HD 04 Esas : 2002/011431 Karar: 2003/001847 Tarih: 26.02.2003
* KİŞİLİK HAKKINA SALDIRI
* MANEVİ TAZMİNAT
Kişilik hakları hukuka aykırı olarak saldırıya uğrayan kimse manevi tazminata hükmedilmesini isteyebilir. Hakim manevi tazminatın miktarını tayin ederken saldırı teşkil eden eylem ve olayın özelliği yanında tarafların kusur oranını, sıfatını, işgal ettikleri makamı ve diğer sosyal ve ekonomik durumlarını da dikkate almalıdır. Miktarın belirlenmesinde her olaya göre değişebilecek özel hal ve şartların bulunacağı da gözetilerek takdir hakkını etkileyecek nedenleri karar yerinde objektif olarak göstermelidir. Çünkü kanunun takdir hakkı verdiği hususlarda hakimin hak ve nısfetle hüküm vereceği Medeni Kanun''''un 4. maddesinde belirtilmiştir.

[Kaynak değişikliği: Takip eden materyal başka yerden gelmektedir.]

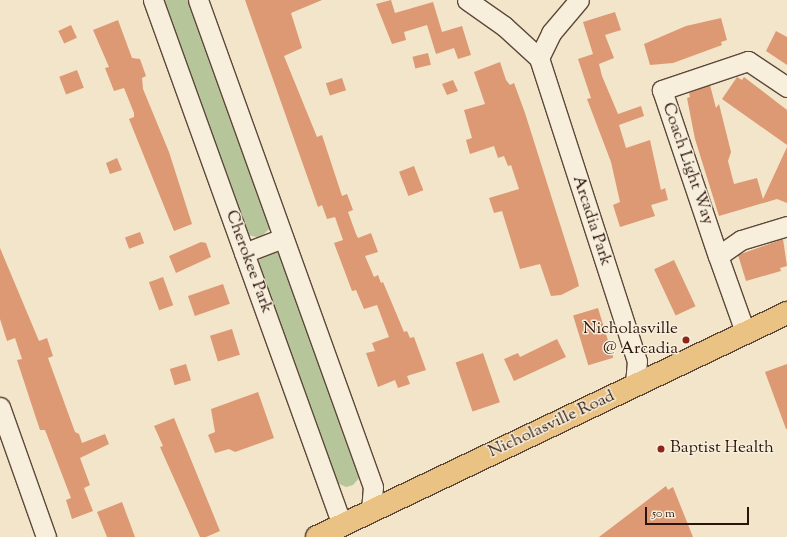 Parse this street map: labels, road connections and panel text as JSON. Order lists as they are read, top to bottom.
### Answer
{
  "streets": {
    "main road": ["Nicholasville Road"],
    "street": ["Coach Light Way", "Arcadia Park", "Cherokee Park"]
  },
  "crossings": [
    ["Coach Light Way", "Nicholasville Road"],
    ["Arcadia Park", "Nicholasville Road"],
    ["Cherokee Park", "Nicholasville Road"]
  ],
  "places": ["Nicholasville @ Arcadia", "Baptist Health"],
  "scale_bar": "50 m"
} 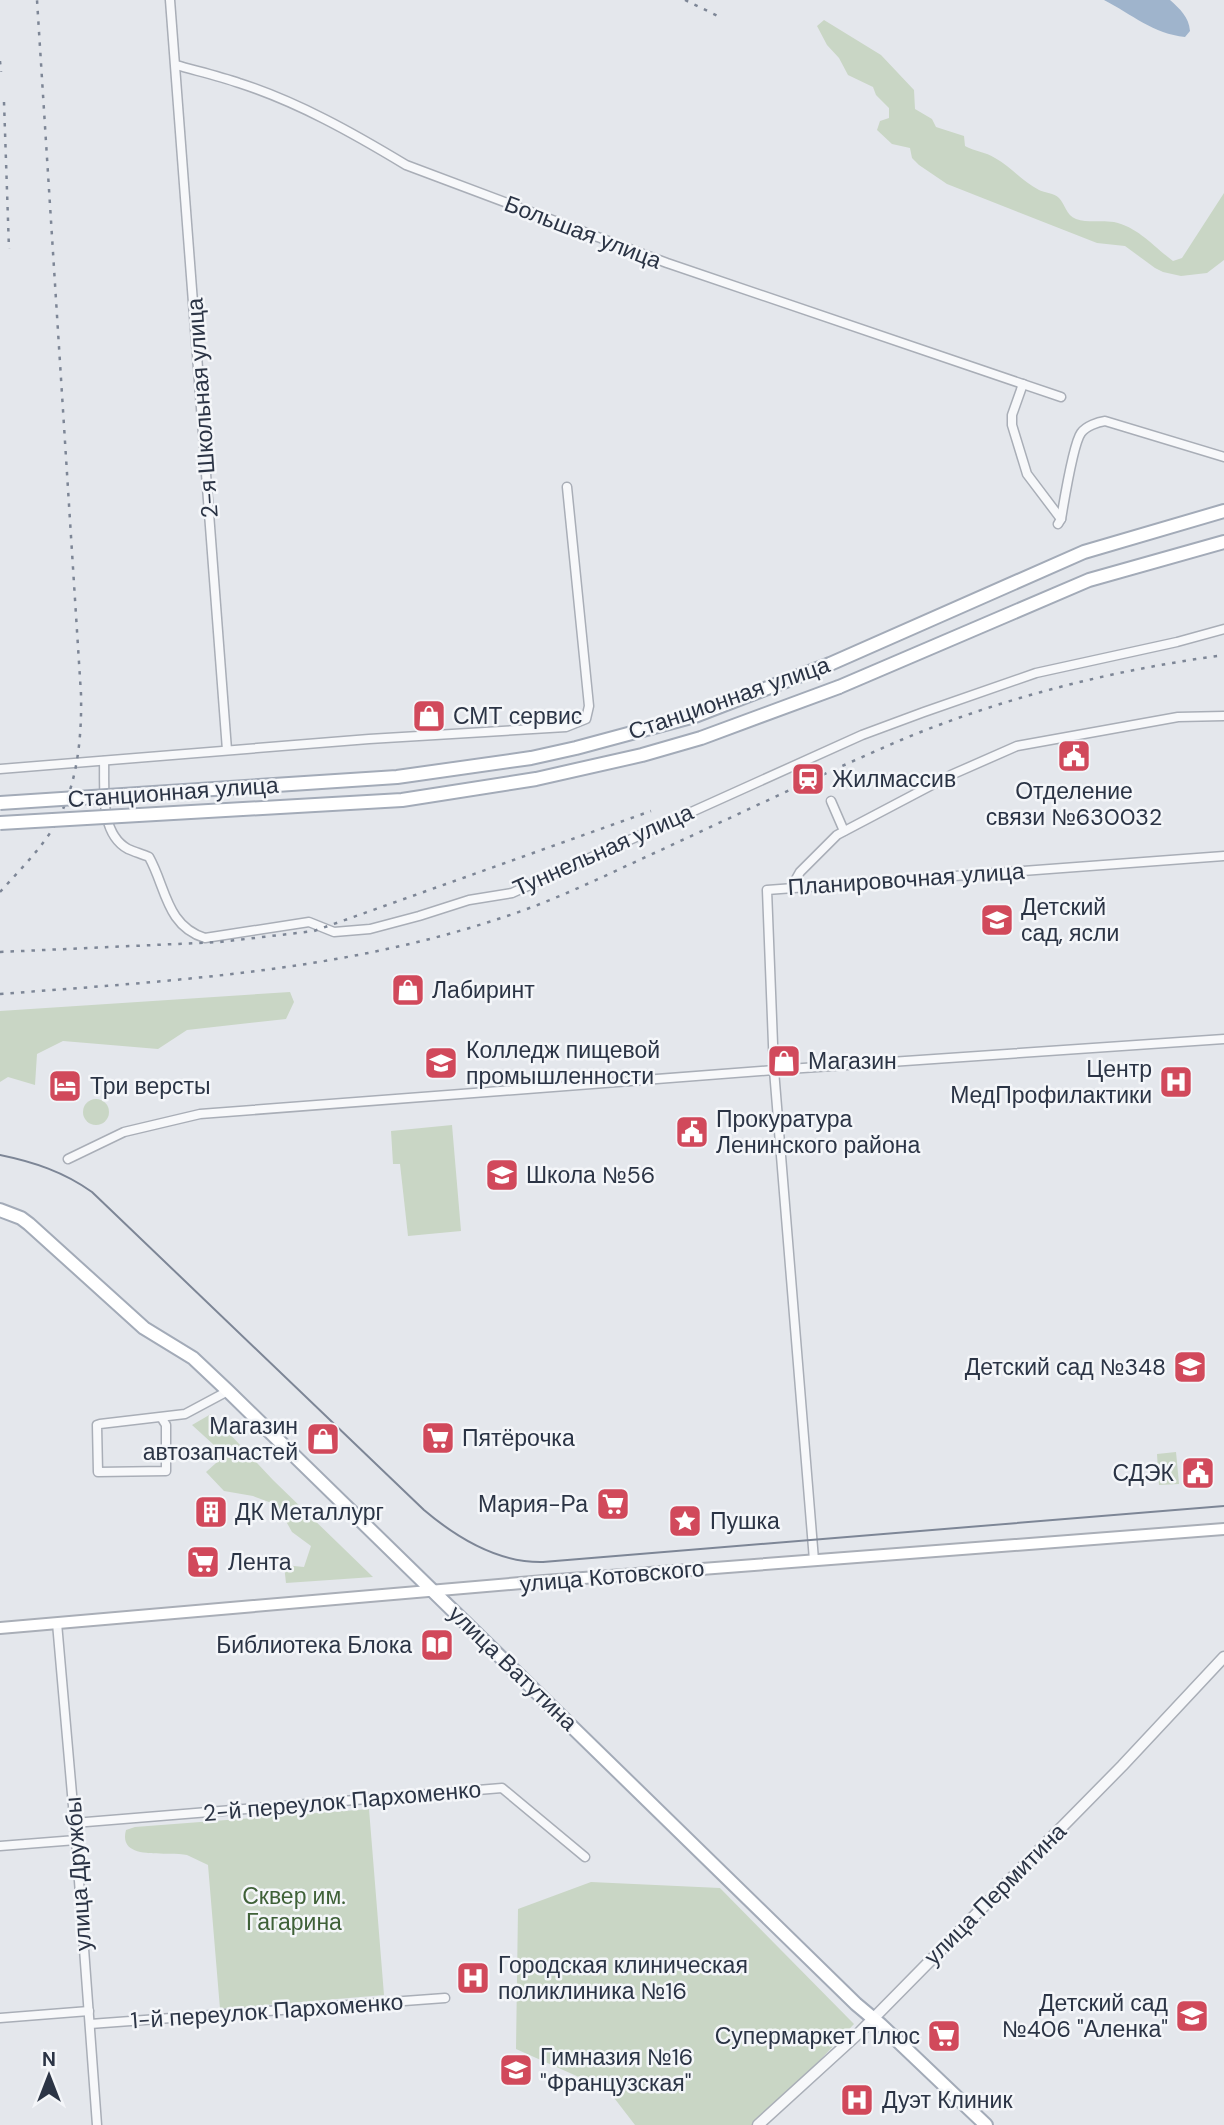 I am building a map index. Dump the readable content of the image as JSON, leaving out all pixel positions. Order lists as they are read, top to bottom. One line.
{"streets":{"main road":["Станционная улица","улица Котовского","улица Ватутина"],"street":["Большая улица","2-я Школьная улица","Туннельная улица","Планировочная улица","2-й переулок Пархоменко","улица Дружбы","улица Пермитина","1-й переулок Пархоменко"]},"crossings":[["Большая улица","2-я Школьная улица"],["2-я Школьная улица","Станционная улица"],["Станционная улица","Туннельная улица"],["Планировочная улица","улица Котовского"],["улица Котовского","улица Ватутина"],["улица Котовского","улица Дружбы"],["улица Ватутина","улица Пермитина"],["2-й переулок Пархоменко","улица Дружбы"],["улица Дружбы","1-й переулок Пархоменко"]],"parks":["Сквер им. Гагарина"],"places":{"shop":["СМТ сервис","Лабиринт","Магазин","Магазин автозапчастей"],"public building":["Отделение связи №630032","Прокуратура Ленинского района","СДЭК"],"station":["Жилмассив"],"school or university":["Детский сад, ясли","Колледж пищевой промышленности","Школа №56","Детский сад №348","Детский сад №406 \"Аленка\"","Гимназия №16 \"Французская\""],"hospital":["Центр МедПрофилактики","Городская клиническая поликлиника №16","Дуэт Клиник"],"hotel":["Три версты"],"supermarket":["Пятёрочка","Мария-Ра","Лента","Супермаркет Плюс"],"building":["ДК Металлург"],"place":["Пушка"],"library":["Библиотека Блока"]},"north":"top"}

(4721 s. MK. m. 4, 24, 25) (818 s. BK. m. 49)
Davacılar Hatice İ. ve Ali İ. vekili Avukat Oktay Kanbay tarafından, davalılar İsmail A. ve Mustafa T. aleyhine 28/08/2000 gününde verilen dilekçe ile manevi tazminat istenmesi üzerine mahkemece yapılan yargılama sonunda; davanın kısmen kabulüne dair verilen 06/03/2002 günlü kararın Yargıtay''''ca incelenmesi taraf vekillerince süresi içinde istenilmekle temyiz dilekçelerinin kabulüne karar verildikten sonra tetkik hakimi tarafından hazırlanan rapor ile dosya içerisindeki kağıtlar incelenerek gereği görüşüldü.

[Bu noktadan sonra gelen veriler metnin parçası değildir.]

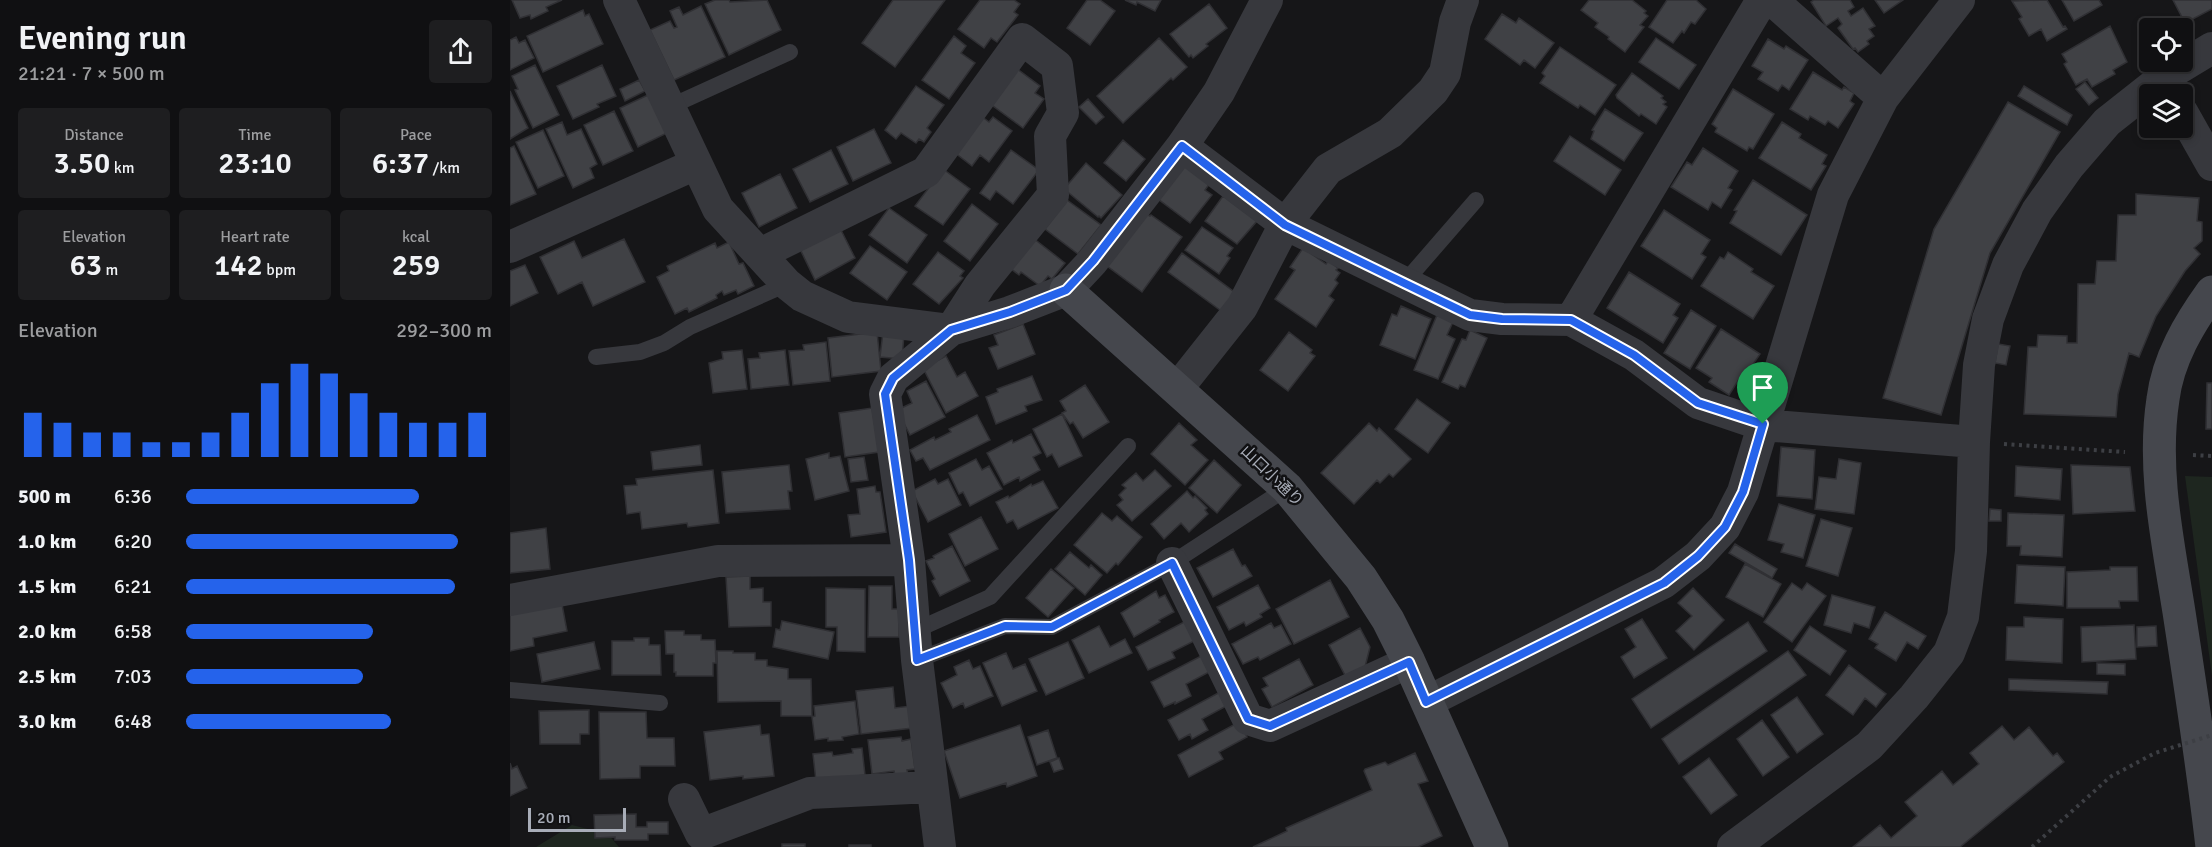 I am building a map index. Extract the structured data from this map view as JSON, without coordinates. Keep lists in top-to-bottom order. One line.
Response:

1-Dosyadaki yazılara, kararın dayandığı kanıtlarla yasaya uygun gerektirici nedenlere, özellikle delillerin değerlendirilmesinde bir isabetsizlik görülmemesine göre davalıların aşağıdaki bendin kapsamı dışında kalan temyiz itirazları reddedilmelidir.
2-Davacıların temyiz itirazlarına gelince; dava, kişilik haklarına saldırıdan kaynaklanan manevi tazminat istemine ilişkindir. Mahkemece, davanın kısmen kabulüne karar verilmiş ; hüküm, taraflarca temyiz olunmuştur.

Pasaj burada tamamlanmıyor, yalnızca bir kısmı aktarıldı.